The vegetative propagules of this species are very easy to spread. Therefore, educational programs are usually necessary to decrease this form of human-mediated spread. Teaching users how to clean equipment in a way that decreases the chance of transmission is one way to lessen the impact of the human vector. Several of the USA states have legislated regulation of the purchase, transportation, and introduction of this species.
This species produces turions prolifically, and because the turions can stay dormant yet viable for at least 2 years (Tomaino, 2004), rapid response to decrease turion deposition is integral to successful management.
Numerous educational campaigns have been directed at informing the public about the danger of aquatic invasive species. Agencies in areas in which P. crispus is particularly problematic commonly distribute informational materials about its identity as well as how to report new invasions. Other educational campaigns have been directed towards informing the public about how to clean equipment in order to prevent the transportation and spread of invasive species.
No reports of eradication exist in the literature.

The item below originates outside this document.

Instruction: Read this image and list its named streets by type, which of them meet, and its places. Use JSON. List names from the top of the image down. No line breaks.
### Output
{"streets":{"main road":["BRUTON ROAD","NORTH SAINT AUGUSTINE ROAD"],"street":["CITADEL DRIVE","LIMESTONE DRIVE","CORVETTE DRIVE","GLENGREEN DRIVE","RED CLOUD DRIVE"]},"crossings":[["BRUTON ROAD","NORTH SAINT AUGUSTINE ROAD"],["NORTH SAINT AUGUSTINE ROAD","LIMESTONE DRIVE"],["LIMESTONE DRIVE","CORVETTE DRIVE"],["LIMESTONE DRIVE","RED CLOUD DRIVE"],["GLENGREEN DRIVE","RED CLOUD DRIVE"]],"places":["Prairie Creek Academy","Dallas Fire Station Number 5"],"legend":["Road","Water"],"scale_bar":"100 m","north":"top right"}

Cultural control and sanitary measures
Turions are easily transportable and can remain dormant for up to 2 years. Thus, it is extremely important to decrease the instances of accidental introduction by addressing humans as a vector. By establishing guidelines on how to properly clean equipment, dispose of water, and identify target plants, it is likely that instances of accidental transportation and release will be fewer.
Mechanical harvesting may be used to obtain some nuisance relief, but reviews of efficacy of control are mixed. In Michigan, USA the dominance of P. crispus was only reinforced by harvesting at the expense of natives (Bolduan et al., 1994), whereas it has been shown elsewhere that early season cutting at the sediment surface prevented turion production (ISSG, 2006). Some have used winter drawdowns as a means of control, but the literature reports no significant impact of overwinter drawdown on P. crispus (Nichols and Shaw, 1986). Shallow dredging also has mixed reviews, at times there seems to be little effect, and in some cases lasting control has been achieved (Tobiessen and Snow, 1984; Tomaino, 2004).Other mechanical methods including benthic barriers, hand removal, rotovation and shading have been reported as successful (USACE, 2002).
Screening has been used to stop the movement of turions. However, because plants can spread via fragments, much attention has been given to decreasing human-mediated dispersal. The plant is on a number of state noxious lists. Some states have put in place legislation to regulate the sale, transportation and introduction of P. crispus.
P. crispus is sensitive to 2,4-D, especially during early spring (Wolf and Madsen, 2003; Belgers et al., 2007). P. crispus is susceptible to endothall-based herbicides (Skogerboe and Getsinger, 2002). It is also suggested that treatments occur in early spring in order to lessen the impacts on the native plant community (ISSG, 2006). The herbicides fluridone and diquat have also been used and in general, chemical treatments provide relief for one growing season (ISSG, 2006).